Ces dernières années le Sénégal s’est distinguée par une croissance urbaine qui inquiète les spécialistes de l’urbanisme. A titre illustratif ‘’ en 1960 moins d’un sénégalais sur 3 habitait en ville, aujourd’hui près d’un sénégalais sur deux habite en ville’’.
Pour de nombreux spécialistes, cela est le résultat d’une croissance démographique soutenue et de l’exode des populations rurales vers les centres urbains.
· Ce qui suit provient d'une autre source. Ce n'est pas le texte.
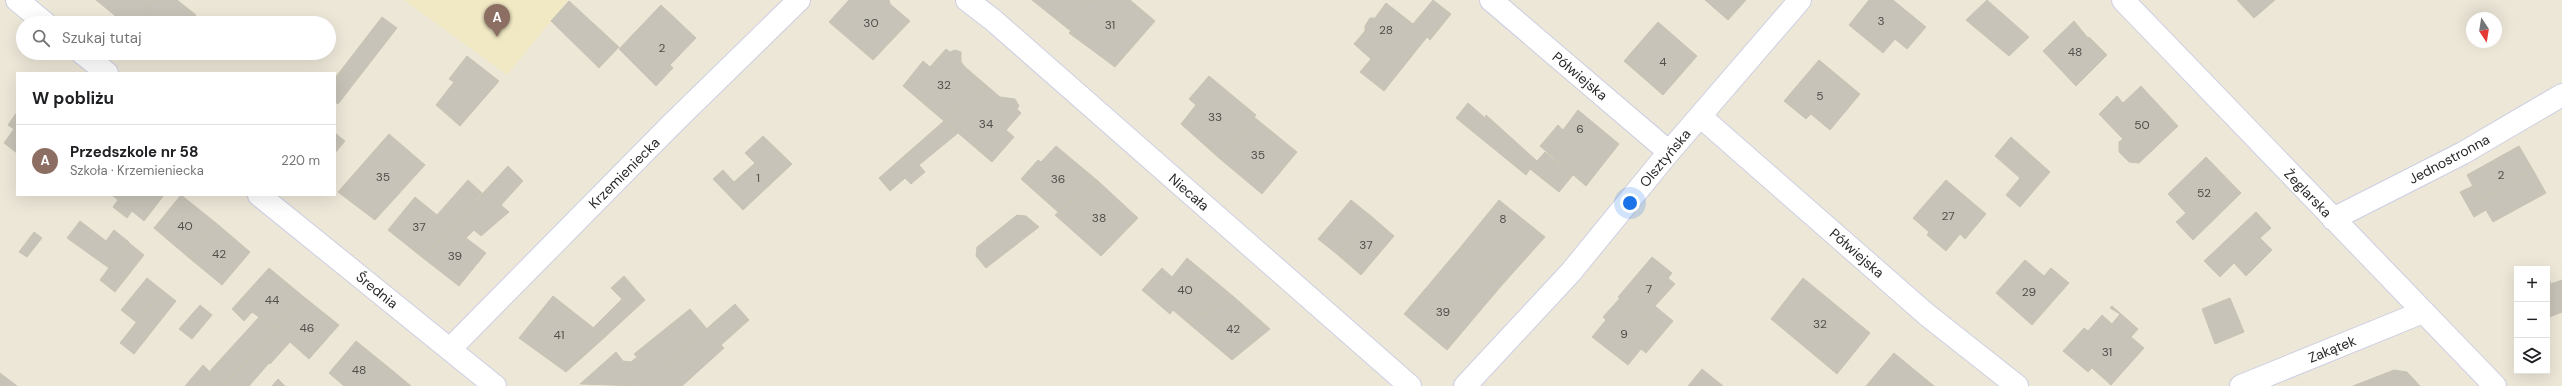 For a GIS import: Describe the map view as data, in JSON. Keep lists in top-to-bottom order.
{
  "streets": {
    "street": [
      "Półwiejska",
      "Olsztyńska",
      "Jednostronna",
      "Krzemieniecka",
      "Niecała",
      "Żeglarska",
      "Średnia",
      "Zakątek"
    ]
  },
  "crossings": [
    ["Półwiejska", "Olsztyńska"],
    ["Jednostronna", "Żeglarska"],
    ["Krzemieniecka", "Średnia"],
    ["Żeglarska", "Zakątek"]
  ],
  "house_numbers": [
    "3",
    "30",
    "31",
    "28",
    "2",
    "48",
    "4",
    "32",
    "5",
    "33",
    "34",
    "50",
    "6",
    "35",
    "2",
    "35",
    "1",
    "36",
    "52",
    "27",
    "38",
    "8",
    "40",
    "37",
    "37",
    "42",
    "39",
    "7",
    "40",
    "29",
    "44",
    "39",
    "32",
    "46",
    "42",
    "9",
    "41",
    "31",
    "48"
  ],
  "north": "bottom",
  "page": {
    "pins": "A",
    "search": "Szukaj tutaj",
    "heading": "W pobliżu",
    "list": [
      {
        "mark": "A",
        "name": "Przedszkole nr 58",
        "note": "Szkoła · Krzemieniecka",
        "value": "220 m"
      }
    ],
    "map_buttons": ["+", "−"]
  }
} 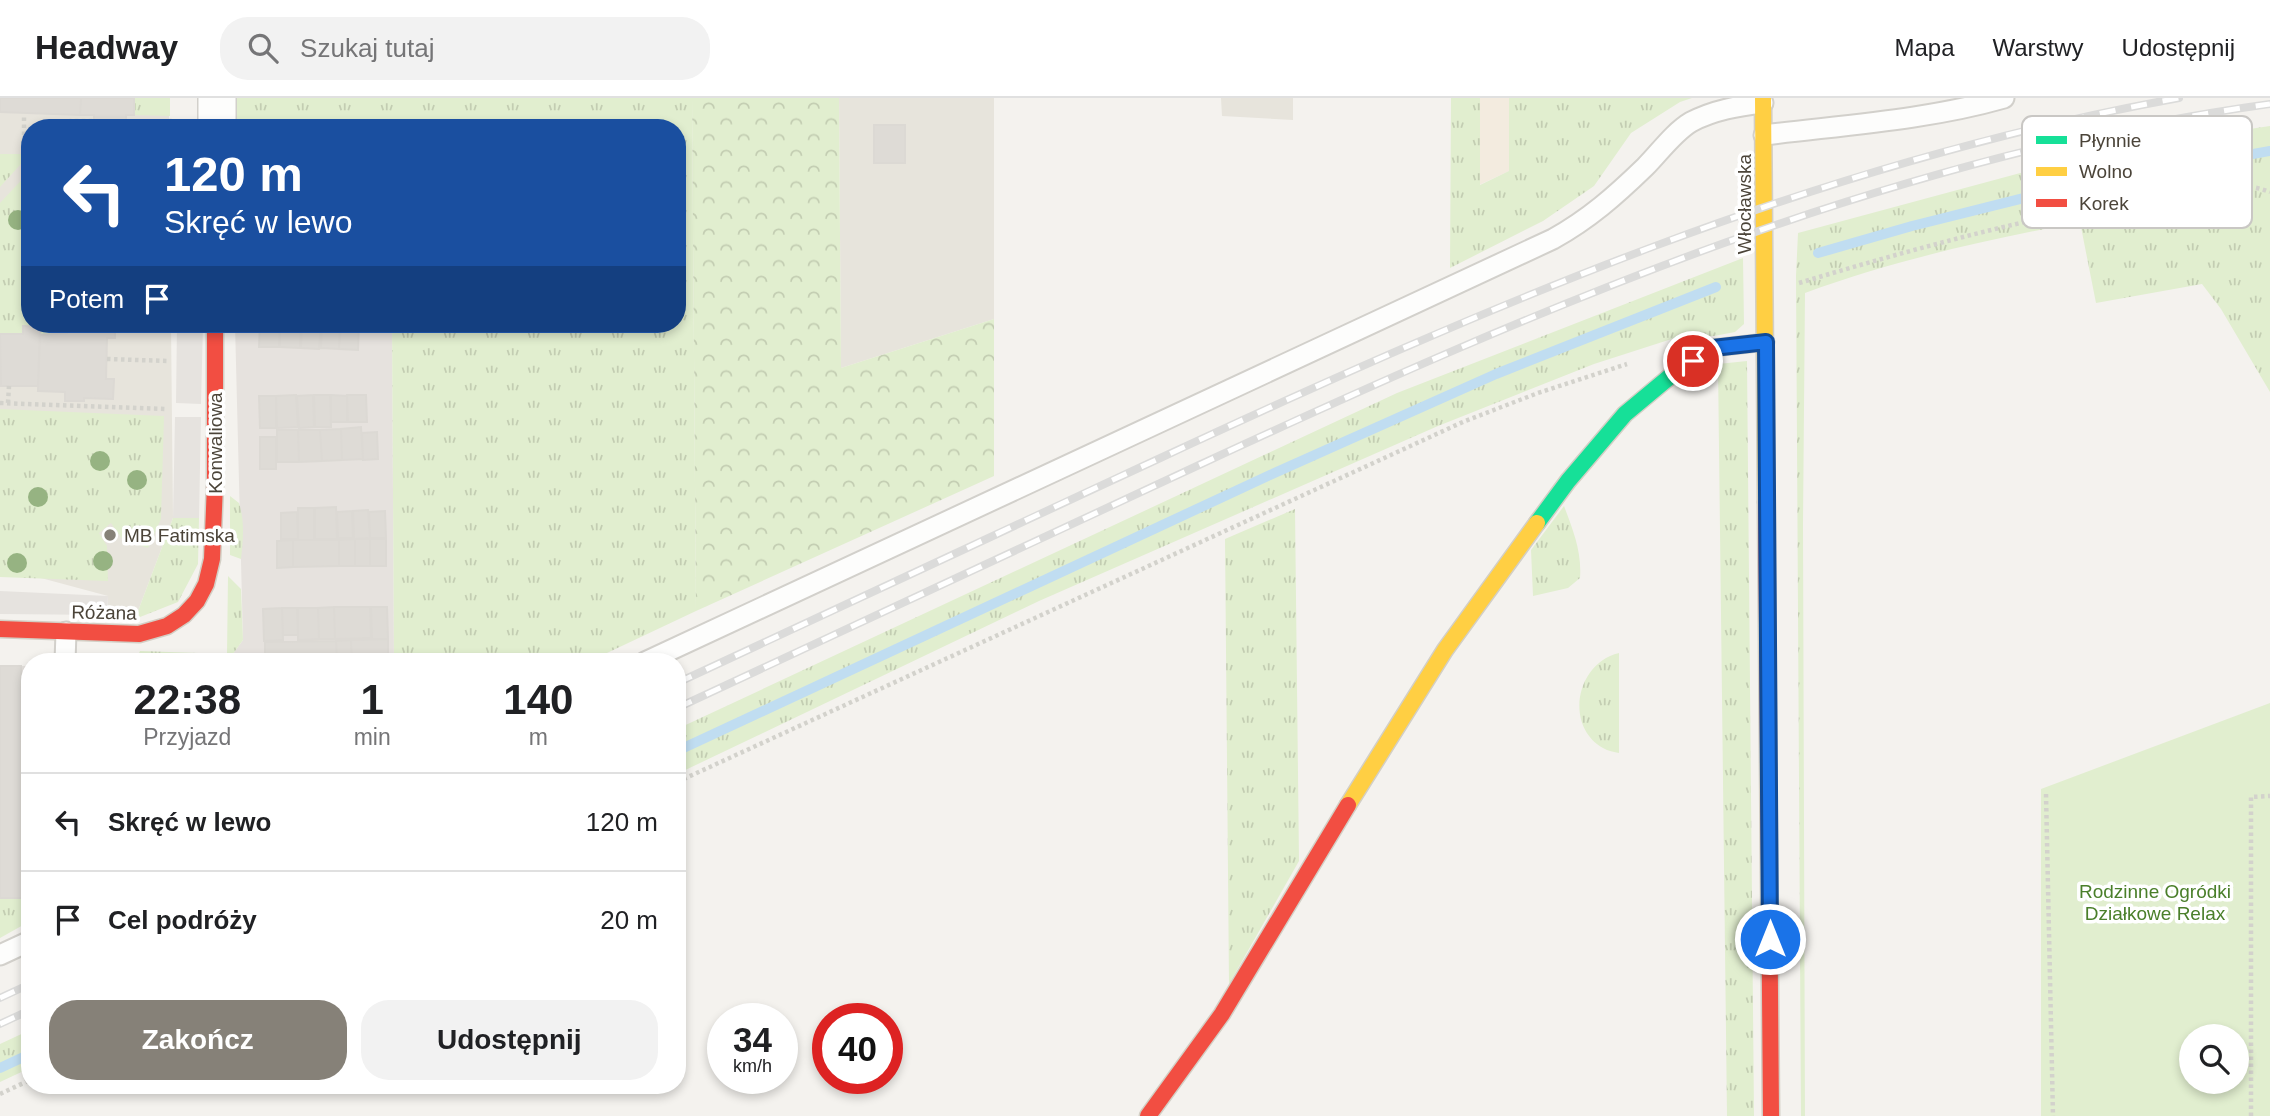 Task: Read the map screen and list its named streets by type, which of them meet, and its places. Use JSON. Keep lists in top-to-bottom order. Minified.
{"streets":{"street":["Włocławska","Konwaliowa","Różana"]},"crossings":[["Konwaliowa","Różana"]],"parks":["Rodzinne Ogródki Działkowe Relax"],"places":["MB Fatimska"],"legend":["Płynnie","Wolno","Korek"],"page":{"header":"Headway","search":"Szukaj tutaj","nav":["Mapa","Warstwy","Udostępnij"],"turn":["120 m","Skręć w lewo"],"then":"Potem","eta":["22:38","Przyjazd","1","min","140","m"],"list":[{"name":"Skręć w lewo","value":"120 m"},{"name":"Cel podróży","value":"20 m"}],"buttons":["Zakończ","Udostępnij"],"speed":"34 km/h","limit":"40"}}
Cette croissance non maitrisée a engendré d’énormes problèmes d’urbanisme et de l’habitat, avec une extension sans précédent des zones urbaines.
« La mal- urbanisation que l’on constate aujourd’hui au Sénégal, découle d’une insuffisance de planification de nos établissements humains et à tout le moins d’un défaut d’application de quelques plans existants, sans oublier le non respect des dispositions législatives et réglementaires en matière d’urbanisme, d’habitat et de construction », indique le Ministre de l’urbanisme et de l’habitat.
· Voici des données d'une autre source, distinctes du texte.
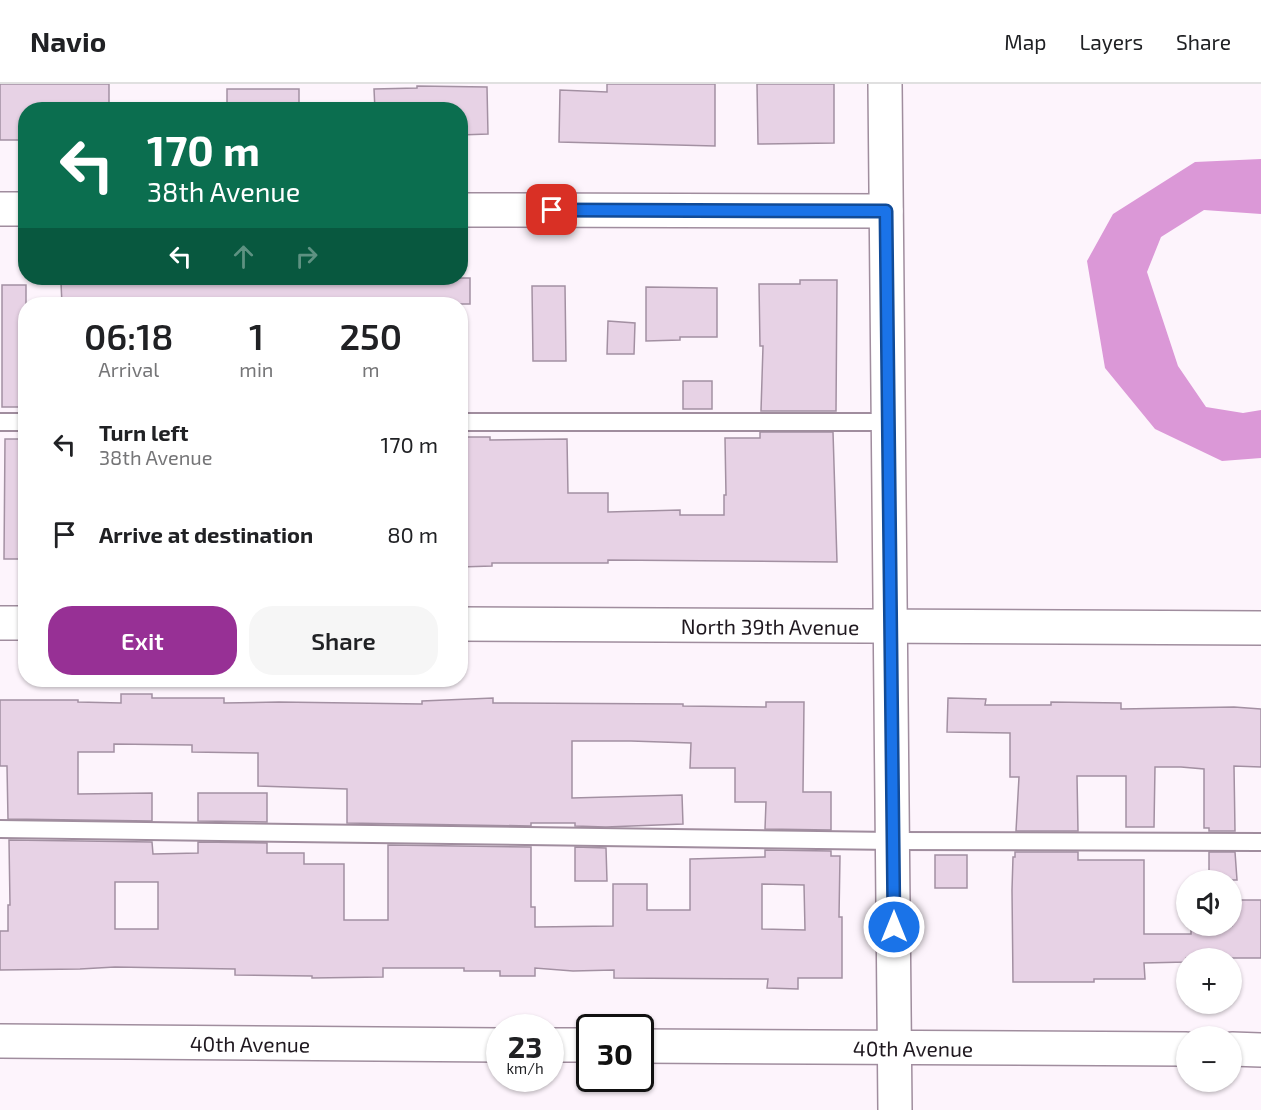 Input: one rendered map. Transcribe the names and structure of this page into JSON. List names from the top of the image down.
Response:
{
  "streets": {
    "street": ["North 39th Avenue", "40th Avenue"]
  },
  "page": {
    "header": "Navio",
    "nav": ["Map", "Layers", "Share"],
    "turn": ["170 m", "38th Avenue"],
    "eta": [
      "06:18",
      "Arrival",
      "1",
      "min",
      "250",
      "m"
    ],
    "list": [
      {
        "name": "Turn left",
        "note": "38th Avenue",
        "value": "170 m"
      },
      {
        "name": "Arrive at destination",
        "value": "80 m"
      }
    ],
    "buttons": ["Exit", "Share"],
    "map_buttons": ["+", "−"],
    "speed": "23 km/h",
    "limit": "30"
  }
}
Parallèlement, le secteur a connu ces dernières années une instabilité institutionnelle ce qui est incompatible avec une véritable politique de développement urbain durable.
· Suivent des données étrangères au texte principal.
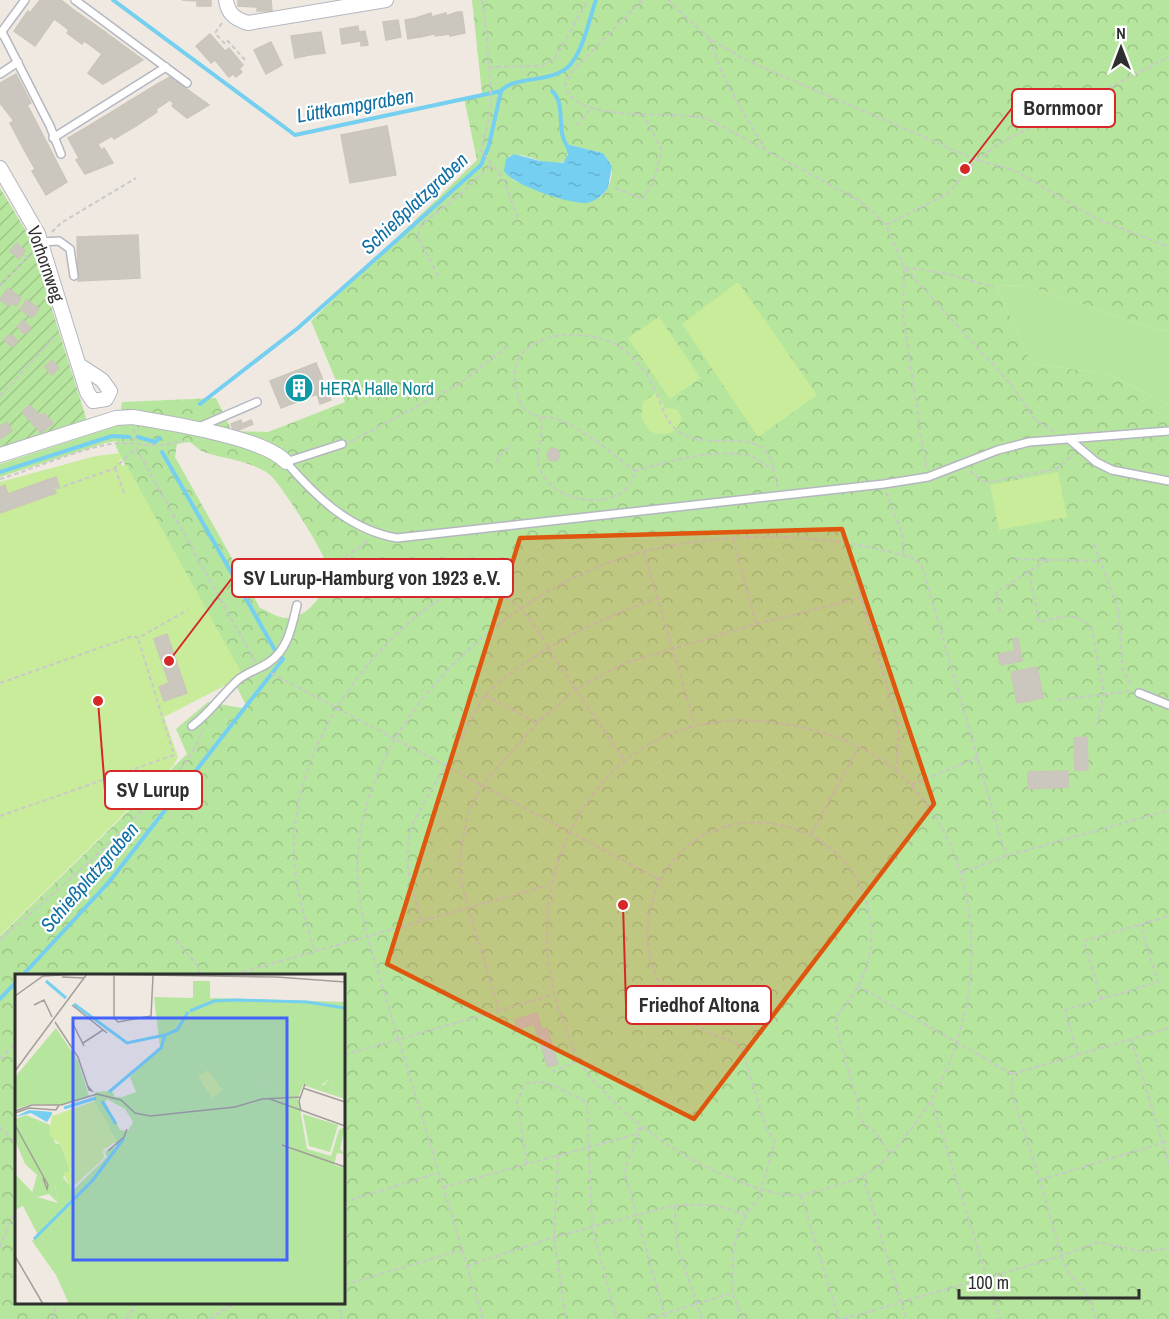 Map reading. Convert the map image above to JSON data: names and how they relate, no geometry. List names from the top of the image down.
{
  "streets": {
    "street": ["Vorhornweg"]
  },
  "water": ["Lüttkampgraben", "Schießplatzgraben"],
  "places": {
    "other": [
      "Bornmoor",
      "SV Lurup-Hamburg von 1923 e.V.",
      "SV Lurup",
      "Friedhof Altona"
    ],
    "building": ["HERA Halle Nord"]
  },
  "scale_bar": "100 m",
  "north": "top"
}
« Le sous équipement général des services du ministère er le déficit en ressources humaines qui lui sont consécutifs ont aussi constitué des facteurs ayant contribué à limiter les résultats atteints par le secteur.
Tous ces problèmes relatés ont négativement impacté le cadre de vie des populations », ajoute Madame Khoudia Mbaye
Pendant e temps, les actions posées par les gouvernants pour sortir le secteur de sa léthargie restent improductifs.
« Pendant des décennies les politiques mises en œuvre par l’Etat n’ont pas été à la hauteur des attentes des populations. Et le gap entre la demande et l’offre a augmenté d’année en année. Il en a résulté un déficit très important en logements et parcelles, notamment pour le plus grand nombre, ainsi que les occupations anarchiques, y compris dans les zones impropres à l’habitat. Il s’y ajoute des initiatives dispersées, sans cohérence et sans anticipation par une bonne planification urbaine », constate le ministre.
Ainsi, il faut une thérapie de choc pour sortir l’urbanisme de l’ornière à travers une batterie de ruptures. Cela passe d’abord l’érection des quartiers et logements décents à la place des bidonvilles qui occupent 30 à 40% de l’espace urbain, selon Mme Mbaye.
Ces ruptures annoncées par le nouveau régime dans la politique urbaine devraient permettre d’aller vers ‘’une urbanisation d’acceptation à travers une planification urbaine’’. Enfin, il faut rompre avec « le logement pour une faible proportion de privilégié » pour faire du logement social pour le grand nombre des sénégalais.